Final Critical Phase: Leptin or relapse.
It is rare that an ED patient will attain pre-ED leptin [‘hunger hormone’] levels at BMI 18.5-20. Usually, due to the physiological implications of having an ED, leptin levels are lower in recovered ED patients than in normal controls who are exactly the same weight/height/age as the ED patient.
Furthermore, [only a very small percentage of the population] is naturally at BMI 18.5-20—i.e. naturally thin.
To get an optimal leptin level as a recovered ED patient, you need to shoot for BMI 21-25. We know that the higher a recovered ED patient ends up on the BMI scale, the less likely she is to relapse.
From there, you can now maintain your weight—but even then there is a catch. You maintain by eating the amount you ate to regain all the weight in the first place. So in fact you don’t maintain your weight, your body does.
You would think that doing that would mean you will actually just keep gaining and gaining.
Instead, once your body reaches its own optimal weight set point (and only your body decides what that is) then it just stops gaining weight and starts maintaining the optimal set point it has reached. It does this seamlessly because the metabolic rate moves back into the optimal range at that same time and biological functions that were on hold are now back on line.
You gain weight through all those phases of recovery because the metabolism is suppressed—that energy went to weight gain and repair. But now you are recovered, the energy now goes to day-to-day functions (all the neuroendocrine systems that had been on hold up to that point).
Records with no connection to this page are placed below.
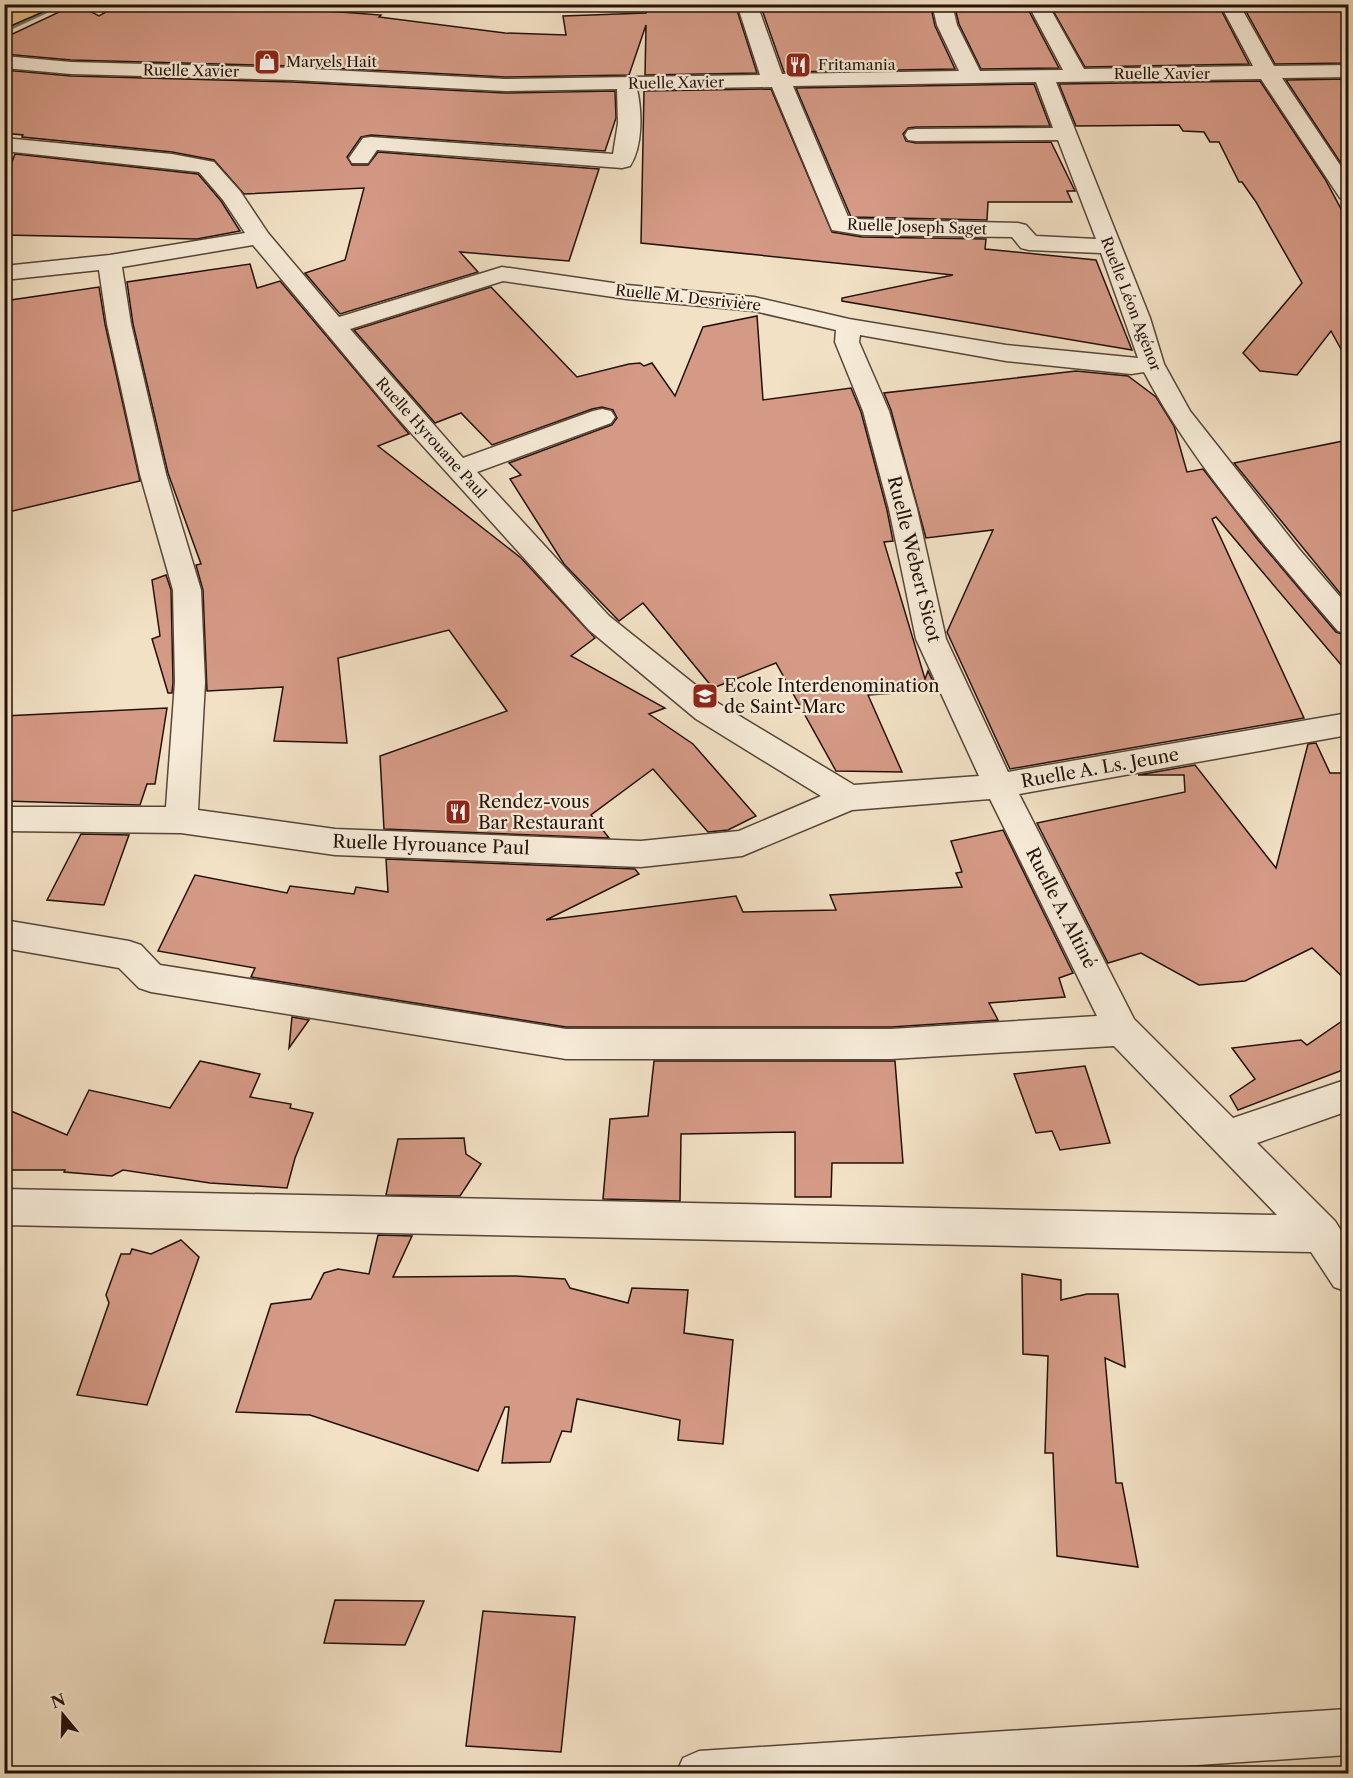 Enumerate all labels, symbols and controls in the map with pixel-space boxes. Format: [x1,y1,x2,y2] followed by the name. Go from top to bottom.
[252,47,282,77] shop icon: Marvels Hait
[783,50,813,80] restaurant icon: Fritamania
[286,52,378,71] place label: Marvels Hait
[818,55,896,74] place label: Fritamania
[143,60,240,81] street label: Ruelle Xavier
[1114,64,1211,83] street label: Ruelle Xavier
[628,72,725,93] street label: Ruelle Xavier
[847,215,988,238] street label: Ruelle Joseph Saget
[1097,234,1166,374] street label: Ruelle Léon Agénor
[614,280,762,315] street label: Ruelle M. Desrivière
[372,373,491,503] street label: Ruelle Hyrouane Paul
[883,474,945,645] street label: Ruelle Webert Sicot
[724,675,939,718] place label: Ecole Interdenomination de Saint-Marc
[690,681,720,711] school or university icon: Ecole Interdenomination de Saint-Marc
[1019,743,1181,793] street label: Ruelle A. Ls. Jeune
[478,791,605,834] place label: Rendez-vous Bar Restaurant
[443,797,473,827] restaurant icon: Rendez-vous Bar Restaurant
[332,831,530,859] street label: Ruelle Hyrouance Paul
[1021,844,1101,972] street label: Ruelle A. Altiné
[33,1685,93,1745] north arrow
[48,1689,68,1713] text: N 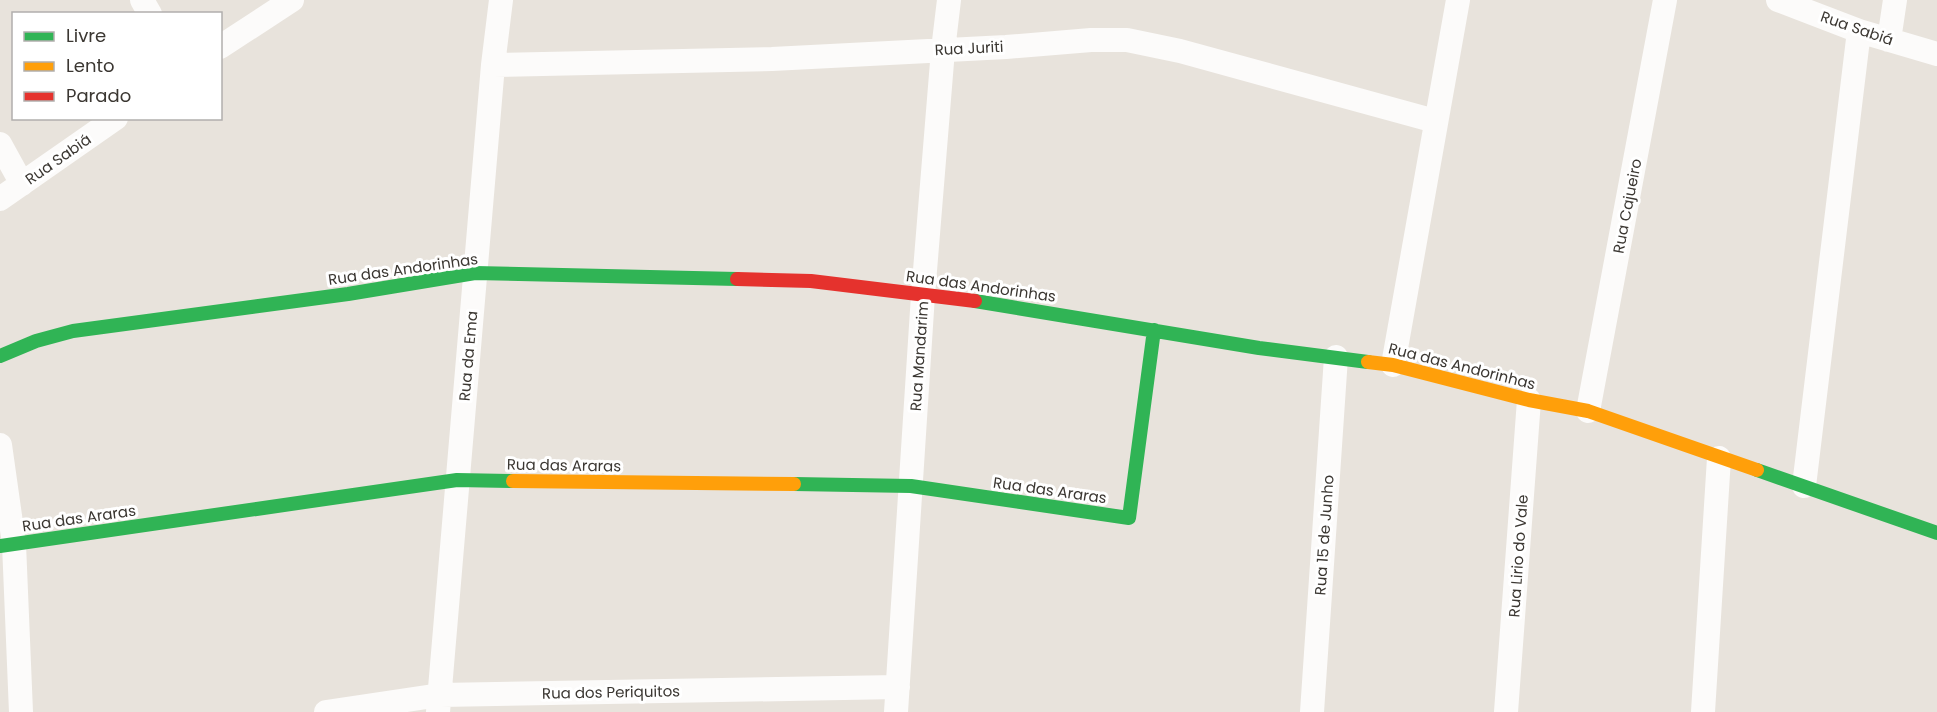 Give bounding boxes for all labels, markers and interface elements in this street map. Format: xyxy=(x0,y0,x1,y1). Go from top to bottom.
street label: Rua Sabiá xyxy=(1818,6,1896,50)
legend xyxy=(12,12,222,120)
text: Livre xyxy=(66,23,106,48)
street label: Rua Juriti xyxy=(934,36,1004,60)
text: Lento xyxy=(66,53,115,78)
text: Parado xyxy=(66,83,131,108)
street label: Rua Sabiá xyxy=(21,129,95,189)
street label: Rua Cajueiro xyxy=(1608,157,1646,255)
street label: Rua das Andorinhas xyxy=(327,248,479,290)
street label: Rua das Andorinhas xyxy=(905,265,1057,307)
street label: Rua Mandarim xyxy=(905,300,933,412)
street label: Rua da Ema xyxy=(454,310,482,402)
street label: Rua das Andorinhas xyxy=(1386,338,1538,394)
street label: Rua das Araras xyxy=(507,454,622,476)
street label: Rua das Araras xyxy=(992,472,1108,508)
street label: Rua 15 de Junho xyxy=(1309,474,1339,596)
street label: Rua Lirio do Vale xyxy=(1503,494,1533,618)
street label: Rua das Araras xyxy=(21,500,137,536)
street label: Rua dos Periquitos xyxy=(542,680,680,704) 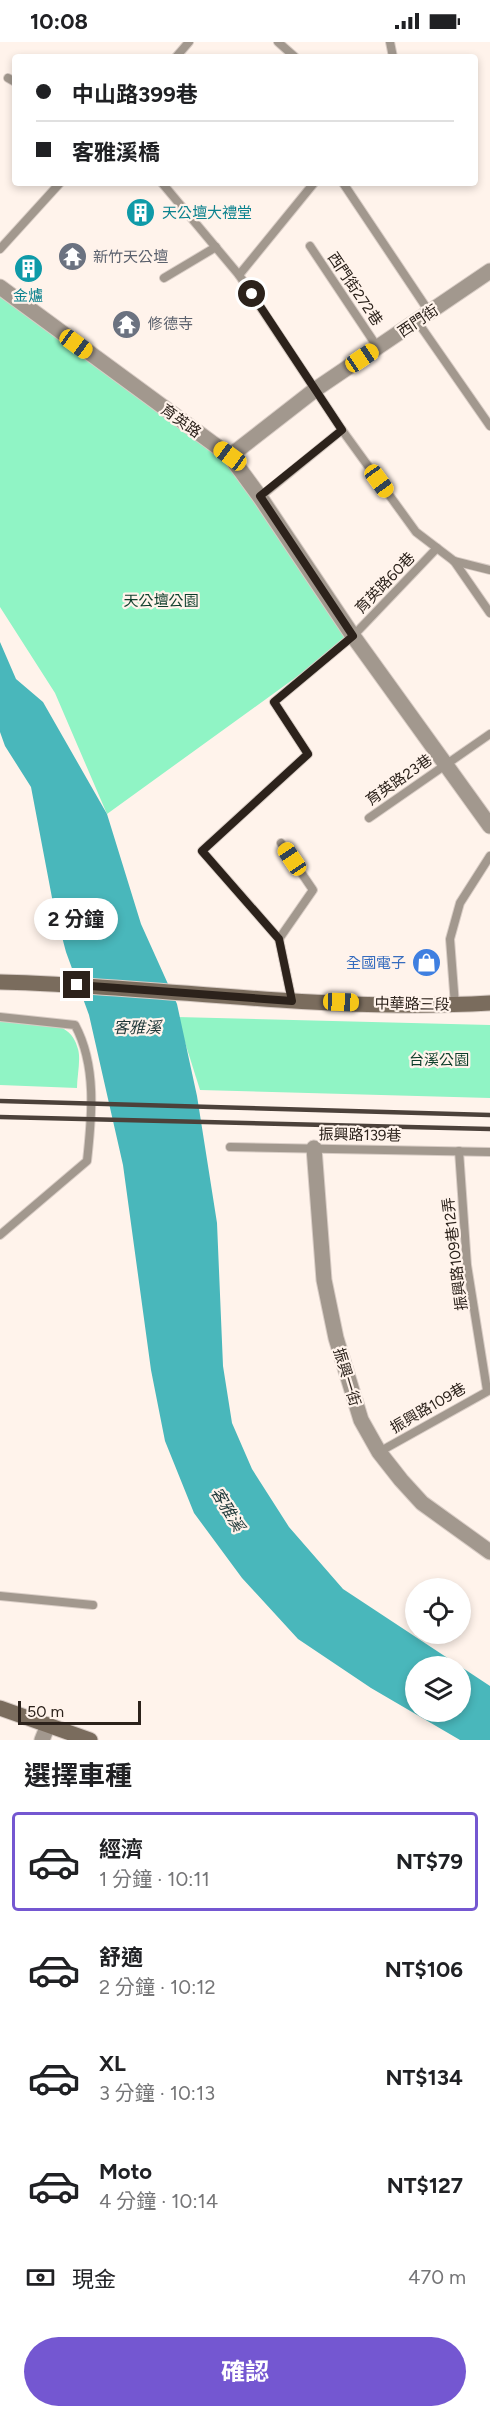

You gain on 2500 and then you maintain on right about the same amount. And once you stop gaining weight then you can also depend on your hunger cues to keep you eating what your body needs to maintain your health and weight for the rest of your life.”
Hmmm. Well, pre ED I wasn’t even at a BMI of 18.5, so I am confident that I am part of that 1-2% of the population that is “naturally thin”. Plus, my entire family is the same way. This reassures me a little.
Anyway, there’s some help for those of you struggling with the same thing I’m going through right now. Water retention, bloating, everything going ONLY to your tummy–that will only go away if you KEEP EATING THE MINIMUMS OR MORE because if you stop it will only continue. Keep on keepin’ on.